Quando somos expostos a um alimento calórico gostoso a dopamina produzida por neurônios da área tegmental ventral do mesencéfalo é transportada por seus axônios até o núcleo accumbens, onde é liberada. O núcleo accumbens é responsável pela memória das emoções ligadas ao uso e pela motivação para repetição do consumo de alimentos calóricos, drogas e também outros eventos prazerosos como sexo, sombra e água fresca. A ativação núcleo accumbens ocorre prioritariamente quando o estímulo ainda é uma novidade. A repetida exposição ao estímulo resulta no aumento exagerado e prolongado da liberação de dopamina no núcleo accumbens, o que causa a perda de sua sensibilidade a dopamina. Esta adaptação faz com que o indivíduo busque repetir ainda mais o estímulo (aumentando a frequência de refeições e a quantidade ingerida). Após a dessensibilização do núcleo accumbens, o estriado dorsal passa a ser ativado pela dopamina produzida pela área tegmental ventral. A ativação do estriado dorsal pela dopamina e iniciada apenas pela percepção de que existe comida disponível. Desta forma, estriado dorsal estimula a vontade e motiva a busca por alimentos. O somatório da dessensibilização do núcleo accumbens com a supra-estimulação do estriado dorsal resulta no aumento do desejo pela comida e na busca por comida e reduzidas sensações de recompensa e prazer em resposta a ingestão da comida.  

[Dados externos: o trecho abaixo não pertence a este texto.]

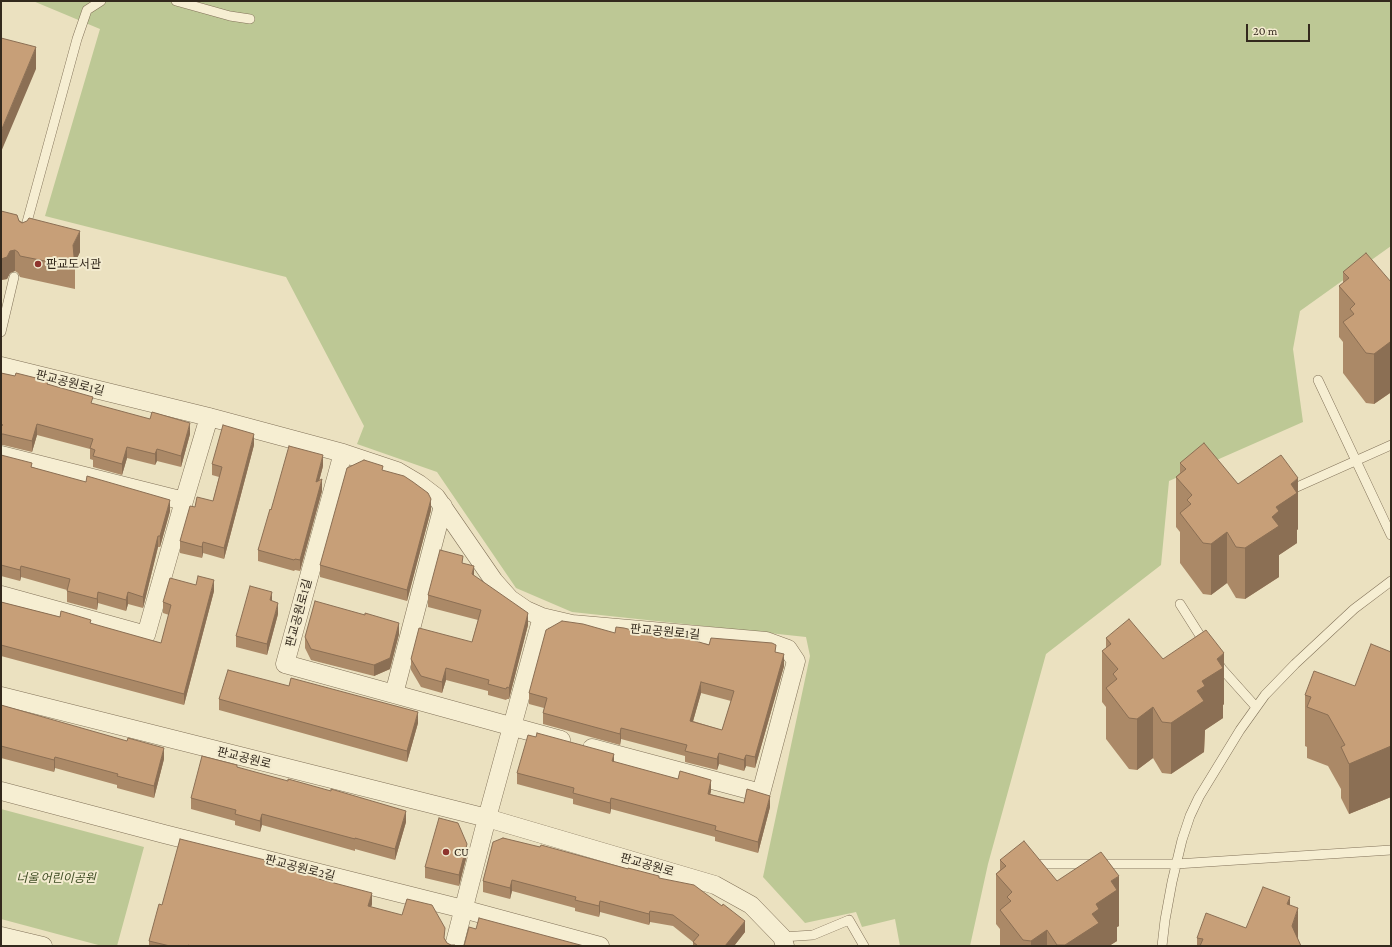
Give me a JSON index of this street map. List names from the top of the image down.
{
  "streets": {
    "street": ["판교공원로1길", "판교공원로", "판교공원로2길"]
  },
  "parks": ["너울 어린이공원"],
  "places": ["판교도서관", "CU"],
  "scale_bar": "20 m"
}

Com a redução da quantidade de receptores de dopamina a compulsão deixa de ser movida pelas sensações de prazer e recompensa para se motivada pela necessidade de se evitar os sintomas de abstinência. A dopamina é tão importante no processo de alimentação que camundongos modificados geneticamente para não produzirem dopamina não buscam alimentos e morrem por desnutrição. 

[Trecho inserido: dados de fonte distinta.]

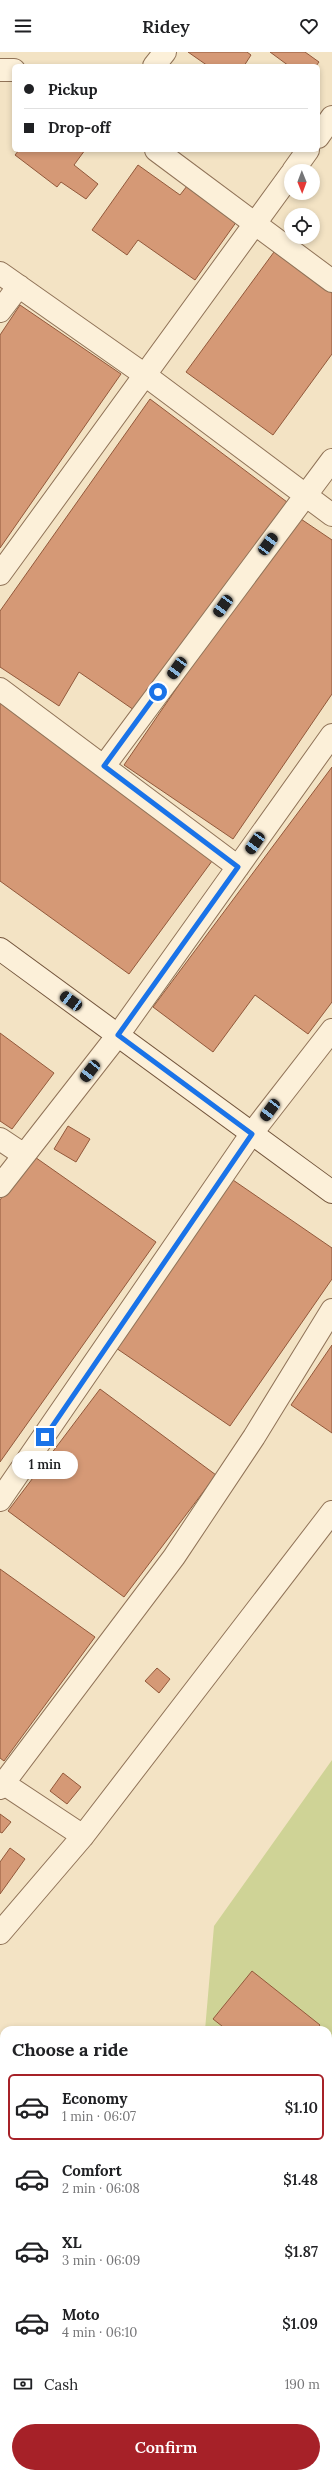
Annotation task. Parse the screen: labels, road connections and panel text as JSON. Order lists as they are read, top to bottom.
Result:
{
  "north": "bottom",
  "page": {
    "header": "Ridey",
    "banner": ["Pickup", "Drop-off"],
    "bubble": "1 min",
    "heading": "Choose a ride",
    "list": [
      {
        "name": "Economy",
        "note": "1 min · 06:07",
        "value": "$1.10"
      },
      {
        "name": "Comfort",
        "note": "2 min · 06:08",
        "value": "$1.48"
      },
      {
        "name": "XL",
        "note": "3 min · 06:09",
        "value": "$1.87"
      },
      {
        "name": "Moto",
        "note": "4 min · 06:10",
        "value": "$1.09"
      }
    ],
    "pay": ["Cash", "190 m"],
    "buttons": "Confirm"
  }
}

Diagnóstico e reeducação alimentar

O diagnóstico de compulsão alimentar deve ser feito por um profissional capacitado que saberá associar as características clínicas e comportamentais do paciente ao diagnóstico correto. Uma ferramenta útil para o diagnóstico de compulsão alimentar é o questionário elaborado na Universidade de Yale em 2009 pela pesquisadora Ashley Gearhardt, o Yale Food Addiction Scale (YFAS). Este questionário possui sete pontos em comum ao questionário utilizado para o diagnóstico de dependência química. Neste questionário o entrevistado responderá o quanto concorda com afirmações a respeito de seus hábitos alimentares. O entrevistado deve basear suas respostas em seus hábitos alimentares nos últimos 12 meses. Um quadro de compulsão alimentar está fortemente associado a respostas positivas a pelo menos três sintomas descritos na lista abaixo:

  1. Consumo elevado de alimentos e por períodos maiores do que o planejado.
  2. Contínuo desejo de comer mais.
  3. Grande esforço para obter mais comida.
  4. Desistência ou diminuição na participação em atividades sociais, ocupacionais e recreativas.
  5. Continua a consumir certos alimentos mesmo sabendo que estes não são saudáveis.
  6. Tolerância (aumento da quantidade ingerida e redução da saciedade).  
  7. Quando não está com fome sente-se mal (manifestações físicas ou psicológicas) quando não pode comer uma porção adicional de comida. 

A principal recomendação para se tratar um vício é a abstinência total do agente viciante, como alcool, cocaína e heroína. Entretanto, será impossível se abster totalmente de se alimentar. Essa característica torna o tratamento da compulsão alimentar muito difícil. Além da total dedicação do paciente a contribuição de uma equipe multidisciplinar, composta por nutricionista, psicólogo e médico endocrinologista são fundamentais para adesão à reeducação alimentar.